At 5:45 was my Vivian Carter and Vee-Jay presentation to Steve’s class, and Kate and Corey Hagelberg were surprise guests.  Corey had talked about coming with Sam Barnett, but Sam came down with a bad cold.  Compared to what I said in Jonathyne’s History of Music class, I was more loosey-goosey when it came to doing little dance moves and added information about Gary’s Central District, which was thriving in the mid-Fifties, in part because the steel mills were booming and so many blacks were forced to within the confines of its boundaries.  A woman had met Vivian when she worked in the Township trustee’s office and confirmed that she had a very distinctive voice.  When I played “Dimples” by John Lee Hooker, someone noted that the opening riff was used in a recent commercial.  Steve identified the sponsor as Viagra, drawing laughs.  Afterwards there were several questions about Michael Jackson, and I pointed out that his dad knew the Spaniels, sang with them, and probably was inspired to dedicate his life to having his sons make it in the music business by the Spaniels’ success.

 At 7:00 DeeDee Ige hosted a Communication Week event entitled “Speaking for a Change.”  Chancellor Lowe gave the decent-sized audience a greeting that included his take on the importance of communication skills.  A quarter century ago, keynote speaker Todd Deloney, led a campaign for IUN to honor Martin Luther King by cancelling classes, sometimes marching alone but also organizing non-confrontational vigils and demonstrations.  DeeDee mentioned that she and Lori Montalbano included the action at the beginning of their Communication textbook.  Then Junifer Hall talked about how her mother, Representative Katie Hall, sponsored the federal legislation making Martin Luther Day a national holiday.  Also on the agenda: a screening of Alex Semchuck’s documentary on Gary entitled “Stagnant Hope.”  In one segment he compared the Palace Theater in its heyday when thousands would pass through its ornate lobby to its ruined state today, which his camera crew vividly captured.   He used a half-dozen snippets from his hour-long interview with me.  I came off well, and when I claimed that IUN was the city’s greatest resource and advocated making Thirty-Fifth from the university to Gary Career Center an academic corridor, Ana Osan, sitting next to me, touched my arm and nodded in agreement.
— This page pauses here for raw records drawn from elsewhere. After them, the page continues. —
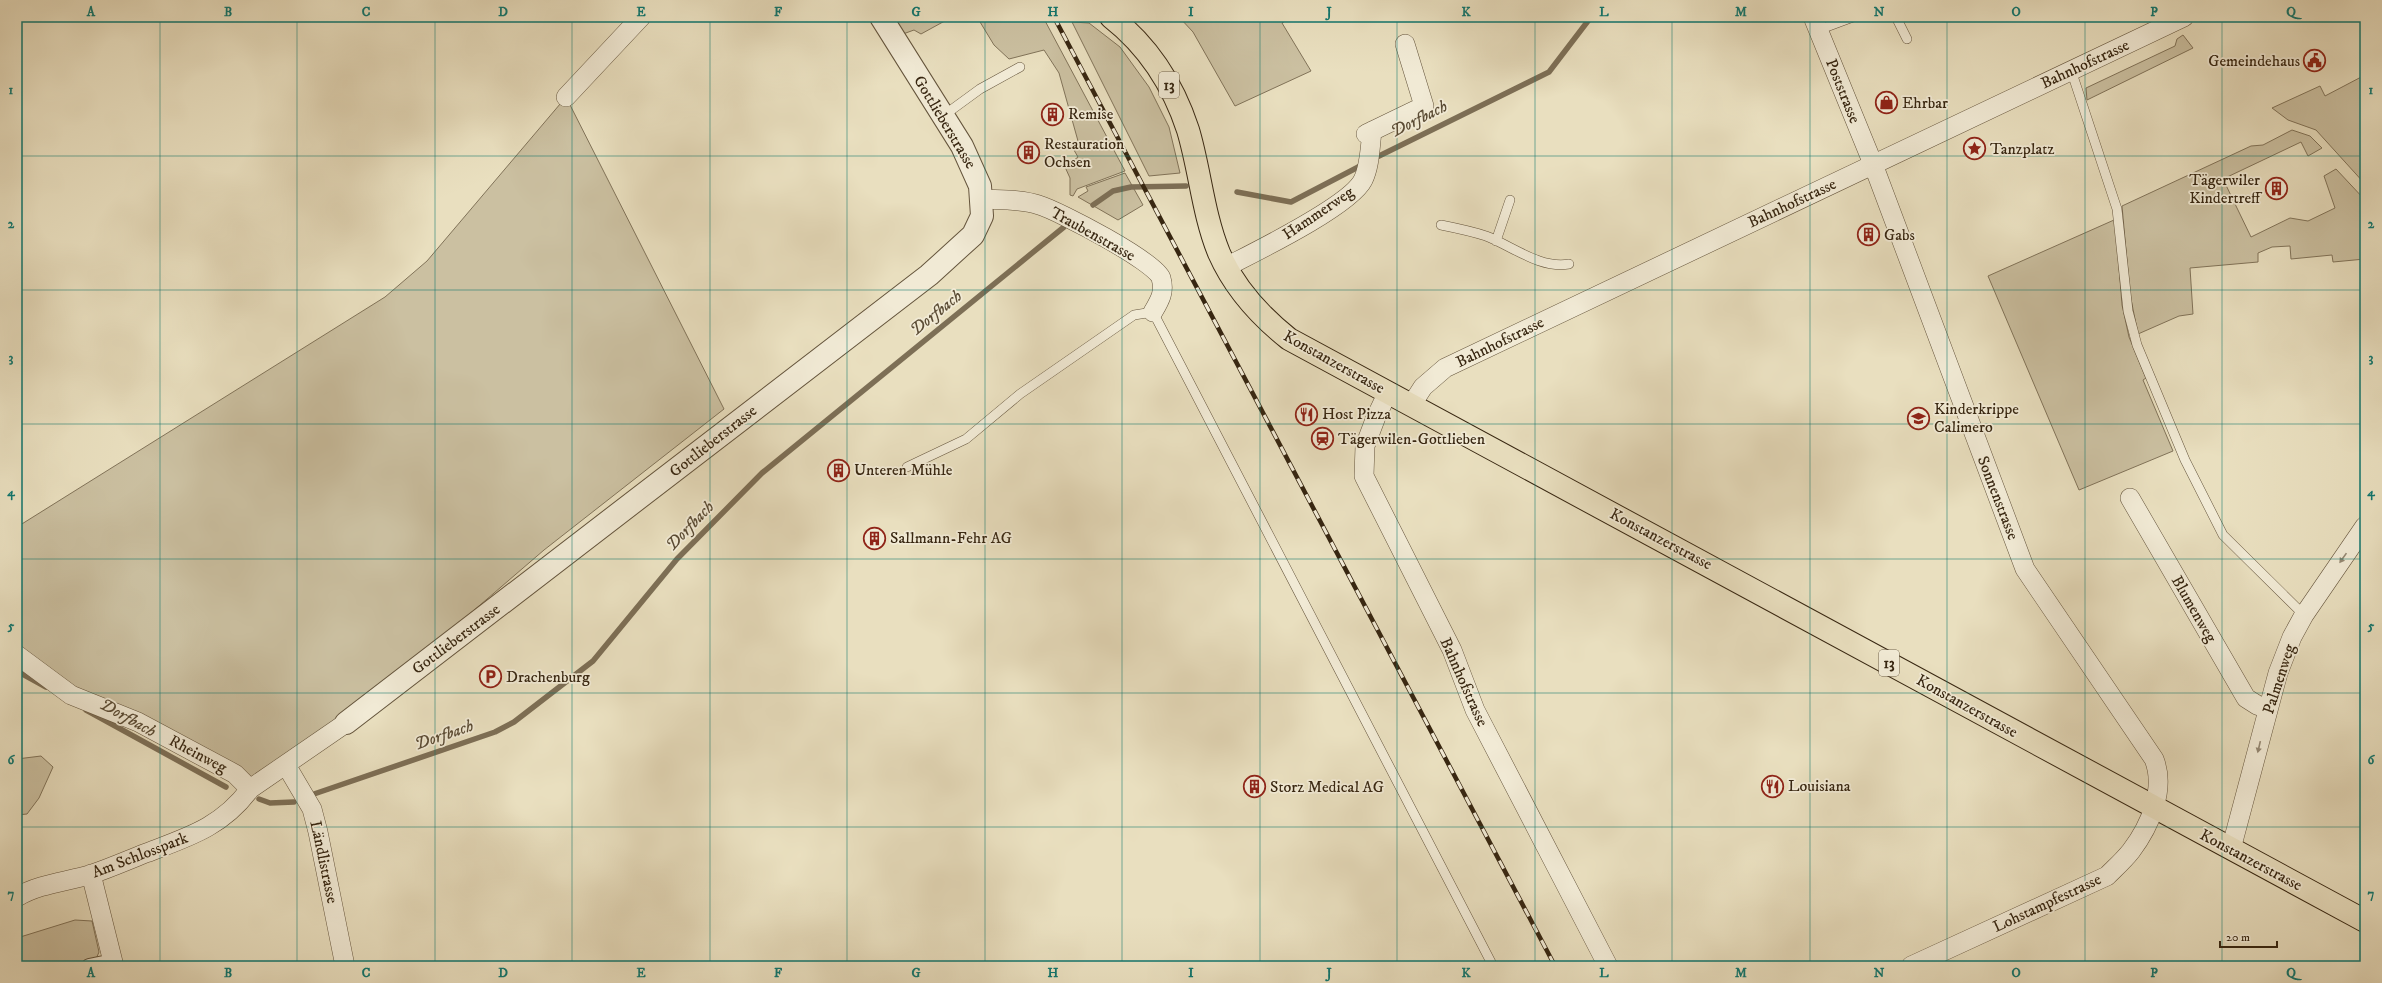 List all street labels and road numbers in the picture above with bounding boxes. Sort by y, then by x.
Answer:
street label: Bahnhofstrasse [2038,35,2133,93]
street label: Poststrasse [1821,56,1865,127]
street label: Gottlieberstrasse [909,72,981,173]
road number: 13 [1159,72,1179,98]
street label: Bahnhofstrasse [1745,174,1840,232]
street label: Hammerweg [1279,182,1358,244]
street label: Traubenstrasse [1047,202,1139,266]
street label: Bahnhofstrasse [1453,312,1548,372]
street label: Konstanzerstrasse [1280,326,1389,398]
street label: Gottlieberstrasse [665,400,761,481]
street label: Sonnenstrasse [1973,453,2023,543]
street label: Konstanzerstrasse [1606,504,1716,575]
street label: Blumenweg [2167,572,2221,646]
street label: Gottlieberstrasse [408,599,504,679]
street label: Bahnhofstrasse [1435,634,1493,730]
street label: Palmenweg [2258,641,2300,717]
road number: 13 [1879,650,1899,676]
street label: Konstanzerstrasse [1913,670,2022,742]
street label: Rheinweg [166,730,231,778]
street label: Ländlistrasse [305,819,343,906]
street label: Konstanzerstrasse [2196,825,2306,896]
street label: Am Schlosspark [89,828,191,882]
street label: Lohstampfestrasse [1990,869,2105,937] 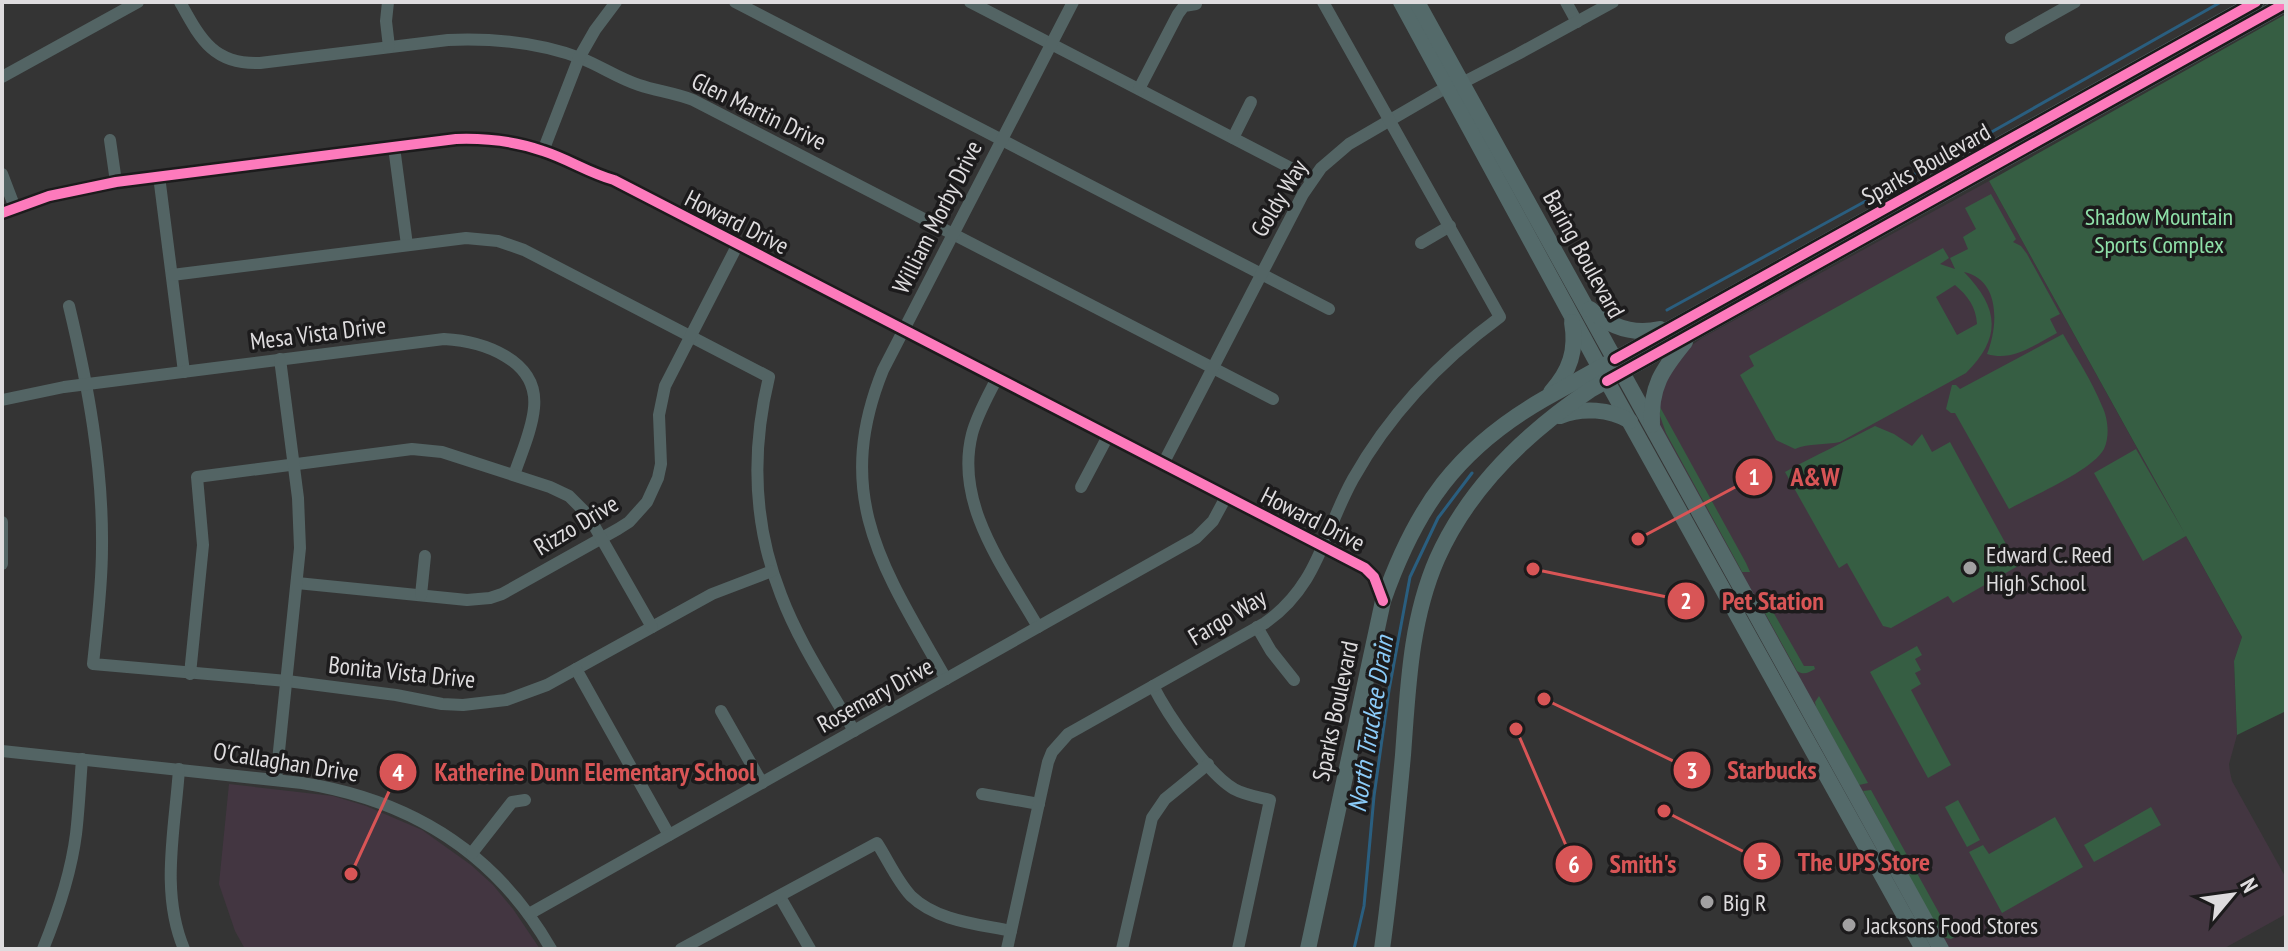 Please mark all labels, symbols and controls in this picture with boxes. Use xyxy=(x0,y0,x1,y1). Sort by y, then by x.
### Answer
street label: Glen Martin Drive xyxy=(687,65,831,157)
street label: Sparks Boulevard xyxy=(1856,116,1996,212)
street label: William Morby Drive xyxy=(885,135,989,299)
street label: Goldy Way xyxy=(1244,154,1314,242)
street label: Howard Drive xyxy=(680,183,794,261)
street label: Baring Boulevard xyxy=(1536,184,1632,324)
park label: Shadow Mountain Sports Complex xyxy=(2085,201,2233,260)
street label: Mesa Vista Drive xyxy=(248,309,388,357)
callout: A&W xyxy=(1734,452,1855,502)
text: A&W xyxy=(1789,460,1840,493)
text: 1 xyxy=(1748,461,1760,492)
street label: Howard Drive xyxy=(1256,480,1370,558)
street label: Rizzo Drive xyxy=(528,488,624,562)
place label: Edward C. Reed High School xyxy=(1986,539,2112,598)
marker: Edward C. Reed High School xyxy=(1961,559,1979,577)
callout: Pet Station xyxy=(1666,576,1840,626)
street label: Fargo Way xyxy=(1182,582,1272,652)
text: Pet Station xyxy=(1722,584,1824,617)
text: 2 xyxy=(1680,585,1692,616)
water label: North Truckee Drain xyxy=(1340,632,1400,815)
street label: Sparks Boulevard xyxy=(1305,638,1365,784)
street label: Bonita Vista Drive xyxy=(327,649,477,695)
street label: Rosemary Drive xyxy=(812,650,938,740)
street label: O'Callaghan Drive xyxy=(211,735,361,789)
callout: Starbucks xyxy=(1672,745,1833,795)
callout: Katherine Dunn Elementary School xyxy=(378,747,772,797)
text: Starbucks xyxy=(1727,753,1817,786)
text: Katherine Dunn Elementary School xyxy=(434,755,756,788)
text: 3 xyxy=(1686,755,1698,786)
text: 4 xyxy=(392,757,404,788)
callout: The UPS Store xyxy=(1742,836,1946,886)
callout: Smith's xyxy=(1554,839,1693,889)
text: The UPS Store xyxy=(1798,845,1930,878)
text: 5 xyxy=(1756,846,1768,877)
text: Smith's xyxy=(1610,847,1676,880)
text: 6 xyxy=(1568,849,1580,880)
north arrow xyxy=(2192,855,2272,935)
text: N xyxy=(2234,873,2265,897)
place label: Big R xyxy=(1723,887,1767,918)
marker: Big R xyxy=(1698,893,1716,911)
place label: Jacksons Food Stores xyxy=(1864,910,2038,941)
marker: Jacksons Food Stores xyxy=(1840,916,1858,934)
Back home, I listened to Steve’s Earle.  I especially liked cut 11 on “The Low Highway,” “21st Century Blues.”  Next came a bluesy Melanie Mason CD Dave Elliott burned for me.  A Rolling Stone article about Florida’s pernicious Stand Your Ground Law left me outraged.  Jordan Davis was gunned down in Jacksonville, Florida, by someone who later claimed he felt threatened by young blacks who wouldn’t turn their rap music down when he pulled next to them.  He shot into the car multiple times and then fled.  Religious and by all accounts a good kid, Davis was the only son of middle class parents.  Jacksonville rapper J City recorded a tribute to Davis and Trayvon Martin, who also died at the hands of a trigger-happy white guy, that begins: “I done lost some people don’t deserve to be gone.”